Before she began that 11-year run in 1981, Dennis persuaded Jackson to take a chance on Judi Brown, who became the Big Ten Women's Athlete of the Year and an Olympic silver medallist. She also coached MSU greats like Molly Brennan, Cheryl Gilliam, Odessa Smalls and Mary Shea.
"Mr. Bibbs was about ready to send Judi to Wisconsin," Dennis said. "I had to talk Dr. Jackson into giving her a shot."
When Bibbs and Dennis were the Spartans' head coaches, their programs had a rare partnership. No school ever had coaches who loved their school, their sport and each other - as a second father and an unofficial daughter - any more than MSU did.
"She was an outstanding coach, a good evaluator of talent and a very good motivator," Bibbs said. "She's very bright, has a lot of compassion and is very concerned about academics. She did a very good job at Michigan State and everywhere else she has been. She coaches for all the right reasons. And we talk at least a couple of times a month. I couldn't be more proud of her."
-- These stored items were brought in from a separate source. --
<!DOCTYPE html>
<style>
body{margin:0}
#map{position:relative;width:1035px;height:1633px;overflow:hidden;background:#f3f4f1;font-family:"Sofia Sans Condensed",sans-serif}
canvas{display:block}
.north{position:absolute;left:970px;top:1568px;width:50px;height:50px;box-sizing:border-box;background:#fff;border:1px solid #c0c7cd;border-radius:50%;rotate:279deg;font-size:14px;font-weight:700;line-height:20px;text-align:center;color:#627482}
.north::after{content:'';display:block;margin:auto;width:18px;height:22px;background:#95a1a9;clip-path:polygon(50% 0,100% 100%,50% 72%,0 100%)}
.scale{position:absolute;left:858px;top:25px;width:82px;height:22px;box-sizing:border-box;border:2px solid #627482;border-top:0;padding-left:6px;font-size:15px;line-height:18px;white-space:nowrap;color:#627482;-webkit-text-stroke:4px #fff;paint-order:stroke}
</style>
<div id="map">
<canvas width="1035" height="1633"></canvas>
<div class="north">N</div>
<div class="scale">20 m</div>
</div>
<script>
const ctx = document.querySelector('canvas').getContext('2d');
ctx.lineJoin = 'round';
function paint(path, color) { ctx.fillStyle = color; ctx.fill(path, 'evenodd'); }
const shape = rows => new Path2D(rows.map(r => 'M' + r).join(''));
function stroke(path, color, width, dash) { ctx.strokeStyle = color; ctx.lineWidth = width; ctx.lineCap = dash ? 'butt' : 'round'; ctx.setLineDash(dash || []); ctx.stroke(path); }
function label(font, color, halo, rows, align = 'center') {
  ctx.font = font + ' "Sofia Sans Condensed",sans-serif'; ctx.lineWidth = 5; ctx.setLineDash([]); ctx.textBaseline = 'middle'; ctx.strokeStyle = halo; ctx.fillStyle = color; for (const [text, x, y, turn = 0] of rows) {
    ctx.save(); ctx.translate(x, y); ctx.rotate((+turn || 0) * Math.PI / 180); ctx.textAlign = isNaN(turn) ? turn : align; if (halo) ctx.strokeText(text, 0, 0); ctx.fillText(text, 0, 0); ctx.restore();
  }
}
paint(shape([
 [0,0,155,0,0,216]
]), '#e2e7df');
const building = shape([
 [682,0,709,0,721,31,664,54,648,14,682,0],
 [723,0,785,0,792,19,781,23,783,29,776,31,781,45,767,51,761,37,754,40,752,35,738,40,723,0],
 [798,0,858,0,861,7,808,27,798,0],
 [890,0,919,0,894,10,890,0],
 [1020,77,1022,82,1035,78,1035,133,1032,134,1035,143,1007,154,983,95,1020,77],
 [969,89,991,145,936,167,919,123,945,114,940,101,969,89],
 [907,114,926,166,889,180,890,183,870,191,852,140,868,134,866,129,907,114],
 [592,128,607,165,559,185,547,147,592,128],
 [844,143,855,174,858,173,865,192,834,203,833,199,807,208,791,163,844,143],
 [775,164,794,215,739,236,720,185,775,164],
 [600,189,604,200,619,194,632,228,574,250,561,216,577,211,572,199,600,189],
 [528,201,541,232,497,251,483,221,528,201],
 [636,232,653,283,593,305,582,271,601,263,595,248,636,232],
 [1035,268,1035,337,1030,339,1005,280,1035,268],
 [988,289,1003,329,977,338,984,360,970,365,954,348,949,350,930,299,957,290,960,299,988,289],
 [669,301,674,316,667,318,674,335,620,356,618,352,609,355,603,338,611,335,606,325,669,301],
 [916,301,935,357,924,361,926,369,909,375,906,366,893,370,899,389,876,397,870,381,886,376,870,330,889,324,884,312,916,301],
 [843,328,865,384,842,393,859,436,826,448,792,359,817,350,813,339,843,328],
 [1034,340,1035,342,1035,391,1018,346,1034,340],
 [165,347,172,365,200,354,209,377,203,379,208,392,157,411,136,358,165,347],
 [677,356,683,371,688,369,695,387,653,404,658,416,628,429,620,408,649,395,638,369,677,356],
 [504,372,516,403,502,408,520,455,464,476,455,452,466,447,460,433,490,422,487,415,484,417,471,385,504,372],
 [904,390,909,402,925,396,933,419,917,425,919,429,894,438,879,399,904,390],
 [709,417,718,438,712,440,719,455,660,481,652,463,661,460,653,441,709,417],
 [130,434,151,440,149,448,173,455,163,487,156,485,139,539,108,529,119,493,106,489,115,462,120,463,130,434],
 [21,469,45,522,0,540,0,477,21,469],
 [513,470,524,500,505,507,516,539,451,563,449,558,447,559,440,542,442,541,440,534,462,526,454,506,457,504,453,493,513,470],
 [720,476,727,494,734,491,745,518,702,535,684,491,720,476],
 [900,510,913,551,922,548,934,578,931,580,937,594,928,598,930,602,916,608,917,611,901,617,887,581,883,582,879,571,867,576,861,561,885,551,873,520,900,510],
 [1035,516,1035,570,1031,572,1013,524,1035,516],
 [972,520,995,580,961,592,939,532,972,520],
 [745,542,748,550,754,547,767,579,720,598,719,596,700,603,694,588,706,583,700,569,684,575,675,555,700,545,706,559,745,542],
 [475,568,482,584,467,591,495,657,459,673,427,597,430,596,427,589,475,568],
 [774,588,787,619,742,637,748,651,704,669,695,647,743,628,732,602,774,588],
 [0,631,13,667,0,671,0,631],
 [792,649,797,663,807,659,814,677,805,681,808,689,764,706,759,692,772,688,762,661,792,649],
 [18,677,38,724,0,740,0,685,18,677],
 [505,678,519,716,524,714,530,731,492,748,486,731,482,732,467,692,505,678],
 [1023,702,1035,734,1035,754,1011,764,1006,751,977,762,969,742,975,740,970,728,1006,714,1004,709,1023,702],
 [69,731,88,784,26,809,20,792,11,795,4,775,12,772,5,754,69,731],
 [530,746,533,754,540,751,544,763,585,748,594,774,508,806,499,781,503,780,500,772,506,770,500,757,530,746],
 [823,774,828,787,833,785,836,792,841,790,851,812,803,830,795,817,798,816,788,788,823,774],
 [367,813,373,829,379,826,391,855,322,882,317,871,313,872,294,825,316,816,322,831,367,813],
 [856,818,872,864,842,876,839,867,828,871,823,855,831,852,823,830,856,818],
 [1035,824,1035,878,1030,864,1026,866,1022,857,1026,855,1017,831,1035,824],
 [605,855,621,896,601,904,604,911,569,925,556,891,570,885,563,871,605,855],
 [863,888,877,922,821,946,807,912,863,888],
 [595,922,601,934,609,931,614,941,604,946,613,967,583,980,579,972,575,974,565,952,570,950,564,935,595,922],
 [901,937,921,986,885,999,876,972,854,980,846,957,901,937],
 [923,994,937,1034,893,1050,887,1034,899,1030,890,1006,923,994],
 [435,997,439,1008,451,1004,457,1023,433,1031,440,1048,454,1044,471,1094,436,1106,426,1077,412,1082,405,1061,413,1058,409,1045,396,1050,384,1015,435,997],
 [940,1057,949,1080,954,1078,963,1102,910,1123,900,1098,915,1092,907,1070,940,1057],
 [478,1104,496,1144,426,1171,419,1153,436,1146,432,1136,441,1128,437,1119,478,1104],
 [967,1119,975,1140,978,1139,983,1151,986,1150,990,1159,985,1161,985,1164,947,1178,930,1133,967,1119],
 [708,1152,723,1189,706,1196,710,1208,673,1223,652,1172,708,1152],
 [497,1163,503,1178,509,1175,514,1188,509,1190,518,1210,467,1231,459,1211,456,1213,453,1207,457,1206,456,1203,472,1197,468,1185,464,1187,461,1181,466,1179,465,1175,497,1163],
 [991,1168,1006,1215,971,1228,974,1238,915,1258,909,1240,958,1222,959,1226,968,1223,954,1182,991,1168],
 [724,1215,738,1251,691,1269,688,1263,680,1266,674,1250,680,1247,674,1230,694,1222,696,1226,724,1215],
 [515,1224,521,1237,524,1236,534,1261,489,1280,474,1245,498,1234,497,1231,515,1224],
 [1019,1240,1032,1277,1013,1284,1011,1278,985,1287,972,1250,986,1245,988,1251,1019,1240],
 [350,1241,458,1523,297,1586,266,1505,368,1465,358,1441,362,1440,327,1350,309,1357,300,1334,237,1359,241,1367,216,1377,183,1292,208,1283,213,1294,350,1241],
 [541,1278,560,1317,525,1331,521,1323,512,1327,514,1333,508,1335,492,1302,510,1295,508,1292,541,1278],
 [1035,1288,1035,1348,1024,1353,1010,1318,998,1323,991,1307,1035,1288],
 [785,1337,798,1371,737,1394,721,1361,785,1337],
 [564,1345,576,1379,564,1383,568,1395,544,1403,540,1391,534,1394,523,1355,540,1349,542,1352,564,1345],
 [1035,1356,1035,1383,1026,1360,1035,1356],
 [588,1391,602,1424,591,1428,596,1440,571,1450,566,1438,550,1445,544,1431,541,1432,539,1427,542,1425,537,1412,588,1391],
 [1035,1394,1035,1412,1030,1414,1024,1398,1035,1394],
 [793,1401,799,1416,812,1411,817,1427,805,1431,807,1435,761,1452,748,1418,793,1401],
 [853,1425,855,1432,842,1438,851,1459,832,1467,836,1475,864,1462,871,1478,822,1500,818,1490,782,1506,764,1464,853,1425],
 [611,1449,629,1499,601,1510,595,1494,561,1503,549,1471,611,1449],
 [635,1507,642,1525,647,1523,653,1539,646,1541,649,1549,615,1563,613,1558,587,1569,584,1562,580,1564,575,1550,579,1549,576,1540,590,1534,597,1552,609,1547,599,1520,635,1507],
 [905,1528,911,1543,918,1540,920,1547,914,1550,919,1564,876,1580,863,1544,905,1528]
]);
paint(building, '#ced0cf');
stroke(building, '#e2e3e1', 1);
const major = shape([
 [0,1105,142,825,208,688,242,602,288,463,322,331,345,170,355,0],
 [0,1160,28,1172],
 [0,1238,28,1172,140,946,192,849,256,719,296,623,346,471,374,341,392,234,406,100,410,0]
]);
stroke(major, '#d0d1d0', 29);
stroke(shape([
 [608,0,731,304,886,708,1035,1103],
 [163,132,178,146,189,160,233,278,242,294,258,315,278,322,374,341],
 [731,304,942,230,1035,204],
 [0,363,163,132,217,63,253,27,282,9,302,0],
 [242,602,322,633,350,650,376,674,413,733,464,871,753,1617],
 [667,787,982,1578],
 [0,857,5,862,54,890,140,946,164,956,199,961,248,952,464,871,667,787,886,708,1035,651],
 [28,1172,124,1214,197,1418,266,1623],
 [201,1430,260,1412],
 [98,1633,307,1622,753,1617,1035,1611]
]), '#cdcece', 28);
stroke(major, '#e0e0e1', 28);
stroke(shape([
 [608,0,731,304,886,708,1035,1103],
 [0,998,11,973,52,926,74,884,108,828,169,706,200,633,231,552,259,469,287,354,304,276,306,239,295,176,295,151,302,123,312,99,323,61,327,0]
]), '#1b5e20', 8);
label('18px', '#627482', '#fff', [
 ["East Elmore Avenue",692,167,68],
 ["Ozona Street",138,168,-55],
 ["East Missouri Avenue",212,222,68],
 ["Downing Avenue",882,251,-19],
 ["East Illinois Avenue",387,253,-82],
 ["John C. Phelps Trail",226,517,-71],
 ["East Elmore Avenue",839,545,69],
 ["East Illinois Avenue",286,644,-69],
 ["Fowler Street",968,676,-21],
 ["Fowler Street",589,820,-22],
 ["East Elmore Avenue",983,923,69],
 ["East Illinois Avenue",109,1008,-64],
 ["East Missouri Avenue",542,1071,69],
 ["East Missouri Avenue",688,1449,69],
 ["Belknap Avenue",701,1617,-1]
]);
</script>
"When I left to go to UNLV with a tremendous opportunity, I thought Las Vegas was a joke - all gambling and divorces," Dennis said. "But I was tired of losing kids to the Sunbelt schools. And we had the funding we needed. But after the honor of coaching the Olympic team, the hardest job I've had in my life, I was drawn back to Big Ten athletics. There's really nothing like it."
Dennis still pulls hard for the Spartans - as long as she isn't competing against them. She said she's a coaching lifer now. And she knows where that all began - with tears that turned to years of smiles and helped young athletes grow.